Aim of the task:
A single number is the whole answer: the count of lines in these entries that hold "strokeStyle".

Data for processing:
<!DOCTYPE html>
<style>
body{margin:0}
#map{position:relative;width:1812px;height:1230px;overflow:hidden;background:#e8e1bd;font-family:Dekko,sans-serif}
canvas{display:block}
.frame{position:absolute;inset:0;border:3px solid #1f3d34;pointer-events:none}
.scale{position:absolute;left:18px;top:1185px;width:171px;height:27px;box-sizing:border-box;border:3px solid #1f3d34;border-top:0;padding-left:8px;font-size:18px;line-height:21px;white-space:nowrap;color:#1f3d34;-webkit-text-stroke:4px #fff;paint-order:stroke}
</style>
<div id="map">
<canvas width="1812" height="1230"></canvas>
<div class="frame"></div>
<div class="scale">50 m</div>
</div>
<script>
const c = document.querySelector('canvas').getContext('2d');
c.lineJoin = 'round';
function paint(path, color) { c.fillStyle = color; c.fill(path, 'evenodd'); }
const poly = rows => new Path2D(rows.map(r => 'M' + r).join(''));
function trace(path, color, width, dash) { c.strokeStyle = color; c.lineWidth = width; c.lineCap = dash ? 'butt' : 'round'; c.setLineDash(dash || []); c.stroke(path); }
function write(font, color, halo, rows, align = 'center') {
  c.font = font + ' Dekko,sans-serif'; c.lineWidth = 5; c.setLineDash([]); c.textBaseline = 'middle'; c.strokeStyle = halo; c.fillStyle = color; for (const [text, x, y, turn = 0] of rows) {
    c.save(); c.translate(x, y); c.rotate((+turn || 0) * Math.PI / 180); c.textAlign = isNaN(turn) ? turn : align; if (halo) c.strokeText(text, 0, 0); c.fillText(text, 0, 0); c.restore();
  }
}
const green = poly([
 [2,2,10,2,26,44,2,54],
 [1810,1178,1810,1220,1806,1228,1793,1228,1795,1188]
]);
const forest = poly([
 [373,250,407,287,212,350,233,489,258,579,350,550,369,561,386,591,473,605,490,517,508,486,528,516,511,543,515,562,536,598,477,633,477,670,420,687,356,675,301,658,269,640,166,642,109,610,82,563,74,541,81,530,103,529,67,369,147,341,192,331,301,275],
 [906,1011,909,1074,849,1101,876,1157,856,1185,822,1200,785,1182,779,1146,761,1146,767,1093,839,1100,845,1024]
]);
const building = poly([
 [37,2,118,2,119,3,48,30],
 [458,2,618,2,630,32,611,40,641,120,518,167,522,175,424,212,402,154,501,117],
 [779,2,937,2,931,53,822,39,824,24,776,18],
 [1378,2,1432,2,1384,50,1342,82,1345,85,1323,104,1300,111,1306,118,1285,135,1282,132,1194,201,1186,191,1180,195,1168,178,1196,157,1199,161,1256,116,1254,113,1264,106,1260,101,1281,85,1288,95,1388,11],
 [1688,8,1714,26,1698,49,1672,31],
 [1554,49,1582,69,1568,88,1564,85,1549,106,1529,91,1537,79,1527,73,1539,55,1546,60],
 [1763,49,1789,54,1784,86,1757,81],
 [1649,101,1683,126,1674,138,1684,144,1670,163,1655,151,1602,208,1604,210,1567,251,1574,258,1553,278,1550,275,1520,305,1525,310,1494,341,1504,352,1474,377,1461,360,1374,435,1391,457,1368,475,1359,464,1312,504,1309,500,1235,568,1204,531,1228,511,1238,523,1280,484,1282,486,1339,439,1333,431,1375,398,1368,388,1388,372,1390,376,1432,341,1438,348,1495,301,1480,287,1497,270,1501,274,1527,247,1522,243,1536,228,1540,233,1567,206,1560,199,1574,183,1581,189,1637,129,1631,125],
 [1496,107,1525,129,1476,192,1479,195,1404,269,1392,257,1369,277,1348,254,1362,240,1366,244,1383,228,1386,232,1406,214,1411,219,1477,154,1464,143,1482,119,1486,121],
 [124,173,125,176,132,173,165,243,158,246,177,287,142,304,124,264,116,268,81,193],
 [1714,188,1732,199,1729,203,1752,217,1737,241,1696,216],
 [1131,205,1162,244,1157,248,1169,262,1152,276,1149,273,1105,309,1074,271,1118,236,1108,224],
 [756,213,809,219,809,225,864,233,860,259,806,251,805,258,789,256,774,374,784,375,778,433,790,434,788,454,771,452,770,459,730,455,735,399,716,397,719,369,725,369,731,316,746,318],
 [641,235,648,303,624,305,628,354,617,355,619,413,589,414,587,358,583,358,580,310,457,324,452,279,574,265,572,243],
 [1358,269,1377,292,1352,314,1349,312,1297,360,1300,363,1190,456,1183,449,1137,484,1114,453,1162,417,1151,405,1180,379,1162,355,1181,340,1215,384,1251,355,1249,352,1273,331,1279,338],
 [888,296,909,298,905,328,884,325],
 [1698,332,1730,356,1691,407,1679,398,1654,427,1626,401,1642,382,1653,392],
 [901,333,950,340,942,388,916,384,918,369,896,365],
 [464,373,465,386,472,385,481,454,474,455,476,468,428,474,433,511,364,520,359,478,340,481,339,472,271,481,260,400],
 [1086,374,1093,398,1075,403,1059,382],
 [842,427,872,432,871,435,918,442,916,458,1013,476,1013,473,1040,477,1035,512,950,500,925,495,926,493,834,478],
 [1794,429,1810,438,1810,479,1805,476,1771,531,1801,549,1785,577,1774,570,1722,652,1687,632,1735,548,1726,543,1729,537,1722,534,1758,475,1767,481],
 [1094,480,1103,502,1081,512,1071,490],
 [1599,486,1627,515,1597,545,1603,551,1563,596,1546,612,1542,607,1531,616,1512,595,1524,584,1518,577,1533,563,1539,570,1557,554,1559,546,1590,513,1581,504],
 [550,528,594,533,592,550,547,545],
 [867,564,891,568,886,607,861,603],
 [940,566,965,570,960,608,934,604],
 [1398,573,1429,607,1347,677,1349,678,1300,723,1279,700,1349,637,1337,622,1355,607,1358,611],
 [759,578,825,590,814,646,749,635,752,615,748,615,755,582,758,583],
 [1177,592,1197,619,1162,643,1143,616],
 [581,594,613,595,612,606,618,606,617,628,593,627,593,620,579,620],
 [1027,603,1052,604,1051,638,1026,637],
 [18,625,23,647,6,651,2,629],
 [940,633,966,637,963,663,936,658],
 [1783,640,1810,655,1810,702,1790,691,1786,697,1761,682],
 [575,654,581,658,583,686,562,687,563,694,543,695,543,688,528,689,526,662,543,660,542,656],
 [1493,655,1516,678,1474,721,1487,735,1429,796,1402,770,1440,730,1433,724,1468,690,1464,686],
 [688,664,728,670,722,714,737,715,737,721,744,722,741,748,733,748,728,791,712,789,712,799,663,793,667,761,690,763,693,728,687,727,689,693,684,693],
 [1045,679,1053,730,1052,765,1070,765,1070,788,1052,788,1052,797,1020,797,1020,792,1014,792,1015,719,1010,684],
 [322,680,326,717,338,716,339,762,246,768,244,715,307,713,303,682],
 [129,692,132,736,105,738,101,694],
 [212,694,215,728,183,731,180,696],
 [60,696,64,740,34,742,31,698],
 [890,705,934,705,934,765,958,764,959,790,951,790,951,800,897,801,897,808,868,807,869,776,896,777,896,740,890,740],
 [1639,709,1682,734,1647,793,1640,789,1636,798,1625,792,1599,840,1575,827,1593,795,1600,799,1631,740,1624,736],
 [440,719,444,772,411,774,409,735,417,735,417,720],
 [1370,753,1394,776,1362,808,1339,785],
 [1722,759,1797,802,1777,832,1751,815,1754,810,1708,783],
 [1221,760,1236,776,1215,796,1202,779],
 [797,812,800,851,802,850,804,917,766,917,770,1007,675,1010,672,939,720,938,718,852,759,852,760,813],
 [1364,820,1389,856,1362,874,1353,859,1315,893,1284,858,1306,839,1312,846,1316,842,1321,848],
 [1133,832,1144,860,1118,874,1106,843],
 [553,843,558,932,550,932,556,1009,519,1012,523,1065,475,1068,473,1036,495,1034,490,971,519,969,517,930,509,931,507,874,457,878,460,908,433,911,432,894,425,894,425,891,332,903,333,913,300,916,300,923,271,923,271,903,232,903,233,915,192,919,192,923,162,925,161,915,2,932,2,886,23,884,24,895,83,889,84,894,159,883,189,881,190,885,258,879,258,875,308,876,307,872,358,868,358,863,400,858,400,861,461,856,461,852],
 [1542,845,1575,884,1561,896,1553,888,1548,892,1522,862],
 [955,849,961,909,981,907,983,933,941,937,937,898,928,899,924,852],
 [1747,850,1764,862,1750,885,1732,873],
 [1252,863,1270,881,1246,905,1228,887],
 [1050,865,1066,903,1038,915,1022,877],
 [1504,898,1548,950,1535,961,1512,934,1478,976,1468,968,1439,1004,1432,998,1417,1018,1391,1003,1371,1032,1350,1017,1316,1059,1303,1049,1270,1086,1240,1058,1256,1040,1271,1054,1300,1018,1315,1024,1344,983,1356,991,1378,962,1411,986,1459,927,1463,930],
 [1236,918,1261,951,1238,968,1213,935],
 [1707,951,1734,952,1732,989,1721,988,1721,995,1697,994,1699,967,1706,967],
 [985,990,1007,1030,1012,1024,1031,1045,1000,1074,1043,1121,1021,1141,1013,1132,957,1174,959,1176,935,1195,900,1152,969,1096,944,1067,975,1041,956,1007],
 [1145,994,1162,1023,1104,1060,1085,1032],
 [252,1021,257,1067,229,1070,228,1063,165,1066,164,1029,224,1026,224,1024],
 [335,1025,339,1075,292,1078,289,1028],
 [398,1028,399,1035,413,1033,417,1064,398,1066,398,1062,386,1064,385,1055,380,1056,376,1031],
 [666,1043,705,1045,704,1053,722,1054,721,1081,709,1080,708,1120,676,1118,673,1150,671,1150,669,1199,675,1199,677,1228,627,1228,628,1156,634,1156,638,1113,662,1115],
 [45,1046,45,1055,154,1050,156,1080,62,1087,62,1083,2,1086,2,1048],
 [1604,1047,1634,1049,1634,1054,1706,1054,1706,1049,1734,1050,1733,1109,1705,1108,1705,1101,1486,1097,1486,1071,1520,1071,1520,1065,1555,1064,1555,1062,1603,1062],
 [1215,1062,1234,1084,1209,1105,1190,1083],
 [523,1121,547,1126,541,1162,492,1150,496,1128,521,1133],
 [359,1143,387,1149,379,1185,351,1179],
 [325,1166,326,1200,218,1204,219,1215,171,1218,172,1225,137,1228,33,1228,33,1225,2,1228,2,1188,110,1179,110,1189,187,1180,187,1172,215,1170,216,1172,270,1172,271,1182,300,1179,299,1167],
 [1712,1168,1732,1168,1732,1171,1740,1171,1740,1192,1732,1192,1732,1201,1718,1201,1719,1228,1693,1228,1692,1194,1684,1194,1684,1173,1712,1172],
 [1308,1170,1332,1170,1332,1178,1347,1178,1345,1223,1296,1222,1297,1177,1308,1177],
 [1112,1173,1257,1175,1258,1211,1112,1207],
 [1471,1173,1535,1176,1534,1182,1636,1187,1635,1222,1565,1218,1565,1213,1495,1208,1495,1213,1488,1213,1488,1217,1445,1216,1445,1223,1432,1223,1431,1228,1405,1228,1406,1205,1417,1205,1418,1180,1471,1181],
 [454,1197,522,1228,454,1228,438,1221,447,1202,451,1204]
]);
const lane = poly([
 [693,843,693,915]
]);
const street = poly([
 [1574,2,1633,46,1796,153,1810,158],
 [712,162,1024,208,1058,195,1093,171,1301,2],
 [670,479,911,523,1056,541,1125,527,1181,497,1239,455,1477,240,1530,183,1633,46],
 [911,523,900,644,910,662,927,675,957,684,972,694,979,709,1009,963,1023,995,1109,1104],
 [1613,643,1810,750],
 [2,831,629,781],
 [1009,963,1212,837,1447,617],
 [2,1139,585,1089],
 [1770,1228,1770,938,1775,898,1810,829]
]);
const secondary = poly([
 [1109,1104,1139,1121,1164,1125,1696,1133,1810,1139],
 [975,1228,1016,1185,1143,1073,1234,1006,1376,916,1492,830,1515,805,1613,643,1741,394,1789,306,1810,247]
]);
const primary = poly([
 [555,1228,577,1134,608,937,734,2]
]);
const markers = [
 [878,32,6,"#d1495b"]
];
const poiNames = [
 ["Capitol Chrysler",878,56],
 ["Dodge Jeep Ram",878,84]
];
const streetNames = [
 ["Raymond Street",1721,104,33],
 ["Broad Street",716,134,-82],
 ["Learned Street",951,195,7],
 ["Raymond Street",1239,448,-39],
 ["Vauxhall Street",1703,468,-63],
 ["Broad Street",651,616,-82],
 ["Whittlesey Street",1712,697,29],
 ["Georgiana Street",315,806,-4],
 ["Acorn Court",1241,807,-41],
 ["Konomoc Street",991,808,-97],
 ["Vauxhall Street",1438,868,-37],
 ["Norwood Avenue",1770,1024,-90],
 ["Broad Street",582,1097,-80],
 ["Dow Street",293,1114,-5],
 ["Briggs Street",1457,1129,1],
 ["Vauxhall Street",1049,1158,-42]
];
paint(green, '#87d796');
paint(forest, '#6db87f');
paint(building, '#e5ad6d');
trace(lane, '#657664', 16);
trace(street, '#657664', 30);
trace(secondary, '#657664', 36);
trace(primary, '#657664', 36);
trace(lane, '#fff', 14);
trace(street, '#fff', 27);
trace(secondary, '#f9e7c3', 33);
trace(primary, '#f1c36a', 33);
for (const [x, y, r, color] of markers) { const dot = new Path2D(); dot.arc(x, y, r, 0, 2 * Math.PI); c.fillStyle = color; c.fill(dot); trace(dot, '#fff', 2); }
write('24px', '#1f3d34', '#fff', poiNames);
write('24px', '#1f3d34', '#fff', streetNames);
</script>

Answer for the task:
2